WORK INSTRUCTION:
Starting at the top line, print the entries below exactly as they are and skip every picture.

(RECORD EXTRACTS)

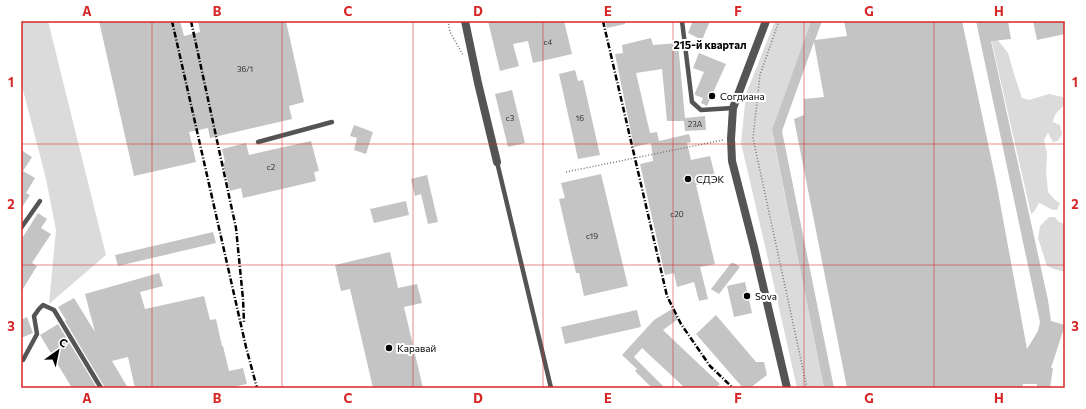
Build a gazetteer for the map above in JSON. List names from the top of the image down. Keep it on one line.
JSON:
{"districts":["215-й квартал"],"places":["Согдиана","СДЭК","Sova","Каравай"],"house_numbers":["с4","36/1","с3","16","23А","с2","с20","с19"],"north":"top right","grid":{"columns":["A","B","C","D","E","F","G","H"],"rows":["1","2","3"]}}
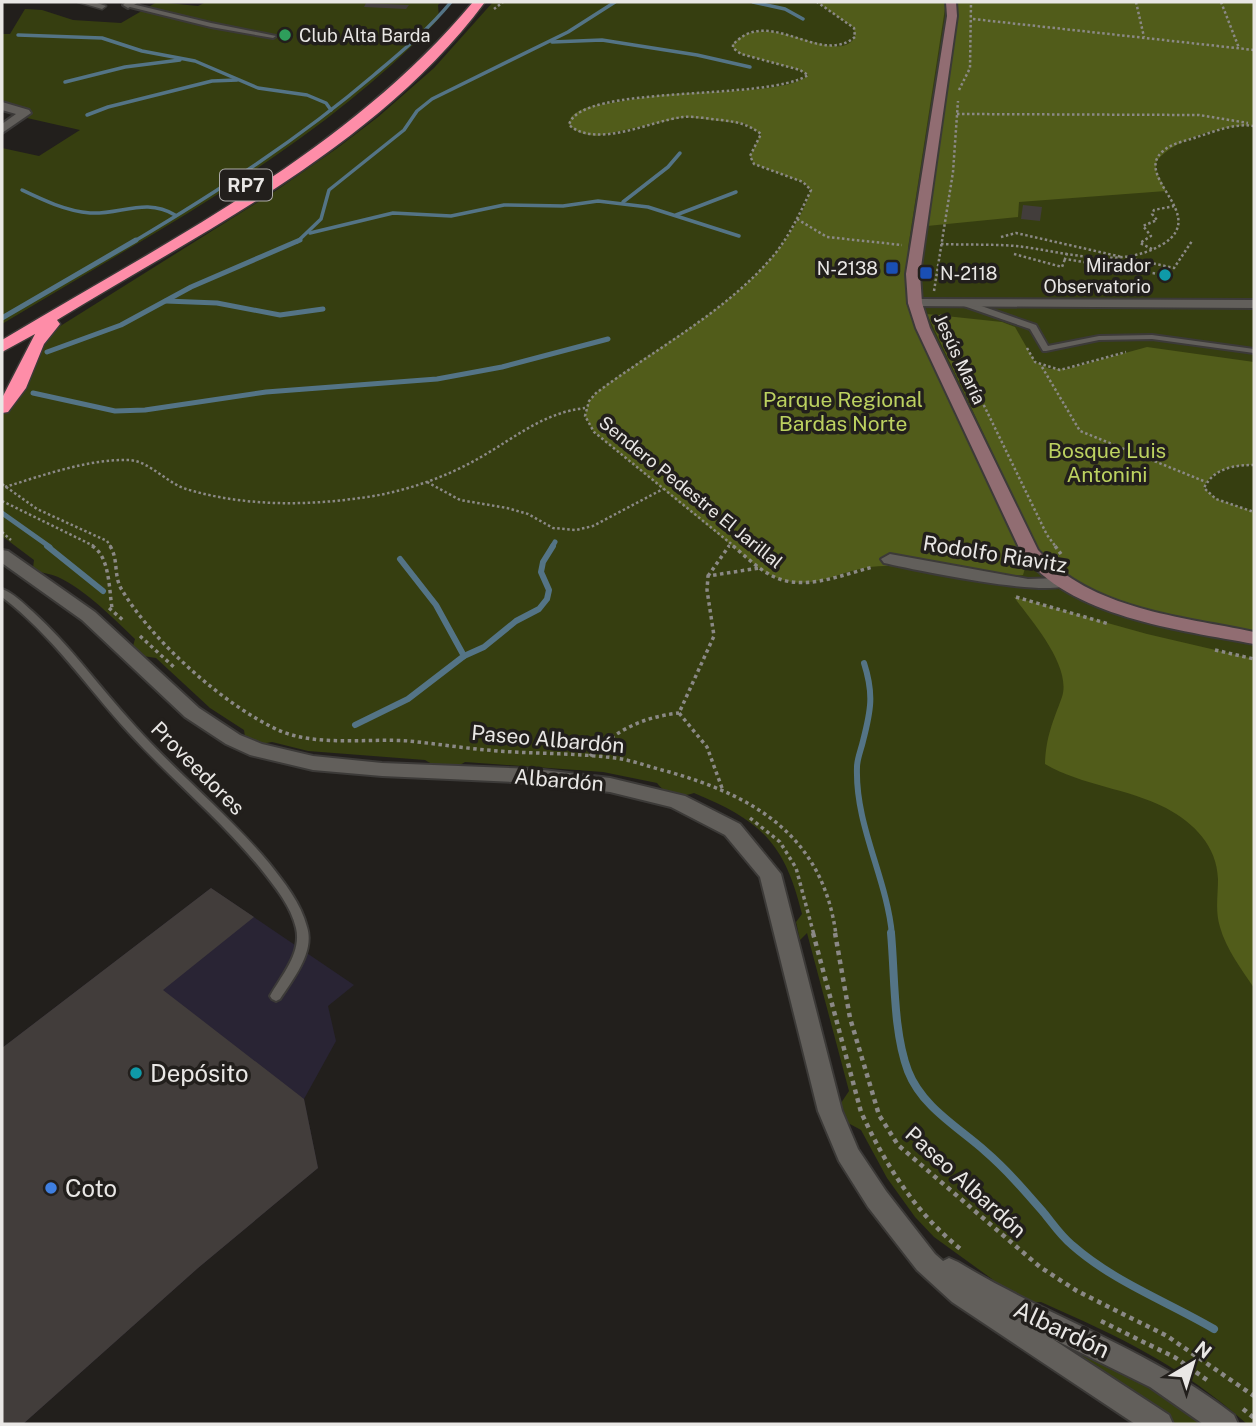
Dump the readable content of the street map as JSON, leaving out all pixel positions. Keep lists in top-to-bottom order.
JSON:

(End RECORD EXTRACTS)

WRITTEN RESPONSE:
Build a gazetteer for the map above in JSON. List names from the top of the image down. Keep it on one line.
JSON:
{"districts":["215-й квартал"],"places":["Согдиана","СДЭК","Sova","Каравай"],"house_numbers":["с4","36/1","с3","16","23А","с2","с20","с19"],"north":"top right","grid":{"columns":["A","B","C","D","E","F","G","H"],"rows":["1","2","3"]}}
Dump the readable content of the street map as JSON, leaving out all pixel positions. Keep lists in top-to-bottom order.
JSON:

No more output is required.